Exercise instructions: Type out all the data below, word for word.

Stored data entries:
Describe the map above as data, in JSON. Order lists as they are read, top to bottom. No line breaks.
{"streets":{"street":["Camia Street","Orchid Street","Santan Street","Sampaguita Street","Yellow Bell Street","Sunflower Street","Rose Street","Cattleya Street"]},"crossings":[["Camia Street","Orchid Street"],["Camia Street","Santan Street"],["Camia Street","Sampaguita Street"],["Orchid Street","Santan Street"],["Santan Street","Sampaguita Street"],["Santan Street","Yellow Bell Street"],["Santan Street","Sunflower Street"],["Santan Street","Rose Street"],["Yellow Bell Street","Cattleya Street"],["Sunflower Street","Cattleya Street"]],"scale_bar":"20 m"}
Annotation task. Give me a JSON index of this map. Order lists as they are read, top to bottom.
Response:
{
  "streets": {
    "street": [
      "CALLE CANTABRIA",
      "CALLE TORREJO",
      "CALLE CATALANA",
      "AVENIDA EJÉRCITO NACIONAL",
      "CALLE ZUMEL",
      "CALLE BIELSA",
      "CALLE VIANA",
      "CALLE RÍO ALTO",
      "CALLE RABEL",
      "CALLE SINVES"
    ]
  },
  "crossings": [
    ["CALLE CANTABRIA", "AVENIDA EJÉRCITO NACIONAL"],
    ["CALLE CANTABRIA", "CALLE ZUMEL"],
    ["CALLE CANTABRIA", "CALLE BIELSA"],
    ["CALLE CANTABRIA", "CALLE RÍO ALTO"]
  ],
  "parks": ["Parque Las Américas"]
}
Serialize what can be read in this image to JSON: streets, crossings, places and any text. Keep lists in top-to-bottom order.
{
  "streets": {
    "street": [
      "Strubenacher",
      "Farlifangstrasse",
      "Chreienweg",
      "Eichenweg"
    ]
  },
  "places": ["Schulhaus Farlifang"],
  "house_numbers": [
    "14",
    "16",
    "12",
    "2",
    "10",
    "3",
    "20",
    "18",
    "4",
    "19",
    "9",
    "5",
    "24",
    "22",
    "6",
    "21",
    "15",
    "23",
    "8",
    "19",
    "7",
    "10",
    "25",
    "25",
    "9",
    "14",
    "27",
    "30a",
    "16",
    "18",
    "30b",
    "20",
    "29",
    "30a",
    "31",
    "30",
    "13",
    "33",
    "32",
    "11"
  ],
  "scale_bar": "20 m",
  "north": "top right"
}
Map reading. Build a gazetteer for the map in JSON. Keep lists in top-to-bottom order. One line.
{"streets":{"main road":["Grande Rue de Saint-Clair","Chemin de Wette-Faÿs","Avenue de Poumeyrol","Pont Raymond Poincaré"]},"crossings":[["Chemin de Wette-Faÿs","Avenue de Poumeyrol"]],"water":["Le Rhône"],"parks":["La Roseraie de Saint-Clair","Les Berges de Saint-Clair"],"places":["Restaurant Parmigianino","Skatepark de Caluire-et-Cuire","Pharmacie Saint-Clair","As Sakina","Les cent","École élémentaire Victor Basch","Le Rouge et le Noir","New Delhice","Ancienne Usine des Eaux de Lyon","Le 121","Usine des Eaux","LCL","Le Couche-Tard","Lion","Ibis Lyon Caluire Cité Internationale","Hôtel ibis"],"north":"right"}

Answer:
Describe the map above as data, in JSON. Order lists as they are read, top to bottom. No line breaks.
{"streets":{"street":["Camia Street","Orchid Street","Santan Street","Sampaguita Street","Yellow Bell Street","Sunflower Street","Rose Street","Cattleya Street"]},"crossings":[["Camia Street","Orchid Street"],["Camia Street","Santan Street"],["Camia Street","Sampaguita Street"],["Orchid Street","Santan Street"],["Santan Street","Sampaguita Street"],["Santan Street","Yellow Bell Street"],["Santan Street","Sunflower Street"],["Santan Street","Rose Street"],["Yellow Bell Street","Cattleya Street"],["Sunflower Street","Cattleya Street"]],"scale_bar":"20 m"}
Annotation task. Give me a JSON index of this map. Order lists as they are read, top to bottom.
Response:
{
  "streets": {
    "street": [
      "CALLE CANTABRIA",
      "CALLE TORREJO",
      "CALLE CATALANA",
      "AVENIDA EJÉRCITO NACIONAL",
      "CALLE ZUMEL",
      "CALLE BIELSA",
      "CALLE VIANA",
      "CALLE RÍO ALTO",
      "CALLE RABEL",
      "CALLE SINVES"
    ]
  },
  "crossings": [
    ["CALLE CANTABRIA", "AVENIDA EJÉRCITO NACIONAL"],
    ["CALLE CANTABRIA", "CALLE ZUMEL"],
    ["CALLE CANTABRIA", "CALLE BIELSA"],
    ["CALLE CANTABRIA", "CALLE RÍO ALTO"]
  ],
  "parks": ["Parque Las Américas"]
}
Serialize what can be read in this image to JSON: streets, crossings, places and any text. Keep lists in top-to-bottom order.
{
  "streets": {
    "street": [
      "Strubenacher",
      "Farlifangstrasse",
      "Chreienweg",
      "Eichenweg"
    ]
  },
  "places": ["Schulhaus Farlifang"],
  "house_numbers": [
    "14",
    "16",
    "12",
    "2",
    "10",
    "3",
    "20",
    "18",
    "4",
    "19",
    "9",
    "5",
    "24",
    "22",
    "6",
    "21",
    "15",
    "23",
    "8",
    "19",
    "7",
    "10",
    "25",
    "25",
    "9",
    "14",
    "27",
    "30a",
    "16",
    "18",
    "30b",
    "20",
    "29",
    "30a",
    "31",
    "30",
    "13",
    "33",
    "32",
    "11"
  ],
  "scale_bar": "20 m",
  "north": "top right"
}
Map reading. Build a gazetteer for the map in JSON. Keep lists in top-to-bottom order. One line.
{"streets":{"main road":["Grande Rue de Saint-Clair","Chemin de Wette-Faÿs","Avenue de Poumeyrol","Pont Raymond Poincaré"]},"crossings":[["Chemin de Wette-Faÿs","Avenue de Poumeyrol"]],"water":["Le Rhône"],"parks":["La Roseraie de Saint-Clair","Les Berges de Saint-Clair"],"places":["Restaurant Parmigianino","Skatepark de Caluire-et-Cuire","Pharmacie Saint-Clair","As Sakina","Les cent","École élémentaire Victor Basch","Le Rouge et le Noir","New Delhice","Ancienne Usine des Eaux de Lyon","Le 121","Usine des Eaux","LCL","Le Couche-Tard","Lion","Ibis Lyon Caluire Cité Internationale","Hôtel ibis"],"north":"right"}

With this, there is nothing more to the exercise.